Meenakshi SheddeI’ve always been terrified of horror films. So I was greatly honoured when invited on the International Jury of the 25th Bucheon International Fantastic Film Festival (Bifan) in South Korea, but had mixed feelings. Yet, the festival was an eye-opener. Literally. Usually, during a scary scene, I always cover my eyes and tell the person next to me in the theatre to tell me when the scene is over. But on the jury, I had to watch entire scary films—that too with my eyes open.


So I gamely watched a woman eat the flesh of a man’s bleeding, wriggly maggot-infested leg (cannibalism? Wormism?). An iron rod pierced the forehead of a man driving a car, after cracking his windshield. Another fellow, in a coma, had a metal thingie pierced in his forehead, that began to rotate like helicopter blades while still in his forehead. Don’t ask. A woman organising dinner skinned two rabbits in front of the camera. Uff!


The competition is called Bucheon Choice Features, and the festival ran from July 8-18.  ‘Fantastic’ film festivals, I discovered long ago, are festivals specialising in genre films— horror, ghost and zombie films, fantasy, sci-fi films and thrillers. And thanks to Bifan’s invitation from Festival Director Shin Chul and Ellen Kim, Head Programmer, Asian Cinema, I learnt to even respect the genre. 

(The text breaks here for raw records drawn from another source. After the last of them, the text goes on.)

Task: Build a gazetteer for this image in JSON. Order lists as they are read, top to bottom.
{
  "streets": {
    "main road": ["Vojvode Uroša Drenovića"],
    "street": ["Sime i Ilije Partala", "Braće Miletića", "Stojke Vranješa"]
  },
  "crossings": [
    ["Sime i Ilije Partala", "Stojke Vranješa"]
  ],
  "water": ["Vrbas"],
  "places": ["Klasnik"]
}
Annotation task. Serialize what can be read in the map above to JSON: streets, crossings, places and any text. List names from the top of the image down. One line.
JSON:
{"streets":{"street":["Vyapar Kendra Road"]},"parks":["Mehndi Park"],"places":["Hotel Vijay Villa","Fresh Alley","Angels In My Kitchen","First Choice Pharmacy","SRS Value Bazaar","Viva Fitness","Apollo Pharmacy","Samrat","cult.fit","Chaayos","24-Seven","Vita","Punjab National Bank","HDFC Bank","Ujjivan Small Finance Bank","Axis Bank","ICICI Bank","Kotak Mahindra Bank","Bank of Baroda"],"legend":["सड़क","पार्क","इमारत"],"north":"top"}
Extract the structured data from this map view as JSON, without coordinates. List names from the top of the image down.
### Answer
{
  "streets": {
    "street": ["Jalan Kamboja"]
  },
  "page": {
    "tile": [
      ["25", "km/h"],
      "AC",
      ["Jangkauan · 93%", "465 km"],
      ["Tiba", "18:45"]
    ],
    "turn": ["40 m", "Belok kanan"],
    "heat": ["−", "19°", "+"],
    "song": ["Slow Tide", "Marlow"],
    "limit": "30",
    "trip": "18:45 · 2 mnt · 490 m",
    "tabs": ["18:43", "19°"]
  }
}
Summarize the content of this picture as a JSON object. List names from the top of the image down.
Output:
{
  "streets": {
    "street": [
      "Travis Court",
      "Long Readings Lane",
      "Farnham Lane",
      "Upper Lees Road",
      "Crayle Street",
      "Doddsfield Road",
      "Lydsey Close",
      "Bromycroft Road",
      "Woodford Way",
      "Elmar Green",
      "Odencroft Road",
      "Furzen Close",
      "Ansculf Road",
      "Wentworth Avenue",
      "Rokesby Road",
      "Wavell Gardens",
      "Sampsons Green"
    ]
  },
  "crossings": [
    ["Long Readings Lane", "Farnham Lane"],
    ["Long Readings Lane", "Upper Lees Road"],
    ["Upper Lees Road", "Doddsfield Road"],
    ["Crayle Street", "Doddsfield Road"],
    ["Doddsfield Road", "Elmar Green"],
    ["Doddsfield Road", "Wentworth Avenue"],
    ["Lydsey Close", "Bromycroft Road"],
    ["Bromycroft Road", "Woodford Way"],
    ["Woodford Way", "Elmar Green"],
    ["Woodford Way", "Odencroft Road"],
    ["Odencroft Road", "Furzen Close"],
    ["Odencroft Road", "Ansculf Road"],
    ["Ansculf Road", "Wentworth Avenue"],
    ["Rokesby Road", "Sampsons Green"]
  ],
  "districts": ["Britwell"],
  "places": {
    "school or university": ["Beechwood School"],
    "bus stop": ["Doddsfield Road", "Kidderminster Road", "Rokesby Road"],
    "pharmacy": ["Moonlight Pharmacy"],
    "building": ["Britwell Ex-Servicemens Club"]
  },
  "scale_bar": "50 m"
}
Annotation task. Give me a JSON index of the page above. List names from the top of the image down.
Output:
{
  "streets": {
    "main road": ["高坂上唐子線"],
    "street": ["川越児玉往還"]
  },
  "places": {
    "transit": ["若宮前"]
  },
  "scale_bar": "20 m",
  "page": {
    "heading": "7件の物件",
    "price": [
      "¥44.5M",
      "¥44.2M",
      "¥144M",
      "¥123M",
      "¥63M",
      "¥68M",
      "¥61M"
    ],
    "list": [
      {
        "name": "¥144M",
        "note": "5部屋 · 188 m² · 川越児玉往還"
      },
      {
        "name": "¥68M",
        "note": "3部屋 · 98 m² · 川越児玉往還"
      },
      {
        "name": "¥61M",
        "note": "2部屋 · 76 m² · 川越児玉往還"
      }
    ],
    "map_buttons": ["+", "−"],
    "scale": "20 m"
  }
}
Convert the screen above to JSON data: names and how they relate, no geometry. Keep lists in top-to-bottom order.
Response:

I’ve always had a soft corner for Bifan, in Bucheon, a satellite city of the capital Seoul, just half an hour across the Han river. I had curated a Bollywood package for them way back in 2003. They had insisted on including Karan Johar’s Kabhi Khushi Kabhi Gham, of which I’m not a big fan. When Kim Hong-Joon, then festival director, took me to the open air screening of K3G, my mind boggled. I counted an estimated 5,000 people in the audience in a massive mayor’s maidan, a number I have never seen even in India, not even during our Ganpati open-air screenings on the chaurasta as a kid. Entire joint families had come for a mid-week screening, with picnic hampers, including tiffins like our Bombay dabbas, with dinner and mega bottles of Coke. The screening was very challenging, as there were simultaneous, double sub-titles on the film: horizontal English subtitles, and vertical Korean sub-titles, uff! People were laughing and crying throughout the screening, and at the end when I asked them why, 
they said, “Oh, this is the story of the two Koreas!” Whaaat? I exclaimed. Bollywood’s melodramatic weepie about estranged sons uniting was for the Koreans, a cathartic national reunion story that touched a deep chord. If Johar’s film touched the hearts of masses also in a foreign culture (among others), you’ve got to admit it was successful and give credit where it’s due.

Bifan went beyond conventional labels. There was also NIMBY, a political film about a Finnish-Muslim lesbian couple in Finland, coping with their families and neo-Nazis. I like how its director Teemu Nikki described himself:  “a prolific self-educated, award-winning filmmaker and son of a pig farmer from Sysmä, Finland.” I learnt from gifted Irish filmmaker Damian McCarthy’s Caveat how to make a superbly crafted, low budget horror film with one house, a cast of two or three, and use outstanding production design, lighting and cinematography to create terror. 

My fellow jurors were director Tony Kaye (UK), Jarod Neece, former Senior Film Programmer, South by SouthWest SXSW Film Festival, Austin, Texas (US), actress Moon Jeong Hee (Korea) and director Jo Sung-hee (Korea). We gave the Best of Bucheon Award to Banjong Pisanthanakun’s The Medium (Korea, Thailand), a mockumentary about a Thai shaman. The Best Director Choice went to Lee Haven Jones’s The Feast (UK), in which a village girl hired to help with a dinner party exhibits strange signs, and includes the maggot-chomping scene. The Jury’s Choice went to Hsu Fuhsiang’s Treat or Trick (Taiwan), a thriller about cops and robbers and a bag of diamonds. Now Bifan even has a Scary Tales Campus, to teach filmmakers to make good horror films and create an ecosystem of fear. I’m not dying to see more horror films, but let’s say I’ve learnt to respect them—and leave them in peace.

Meenakshi Shedde is India and South Asia Delegate to the Berlin International Film Festival, National Award-winning critic, curator to festivals worldwide and journalist.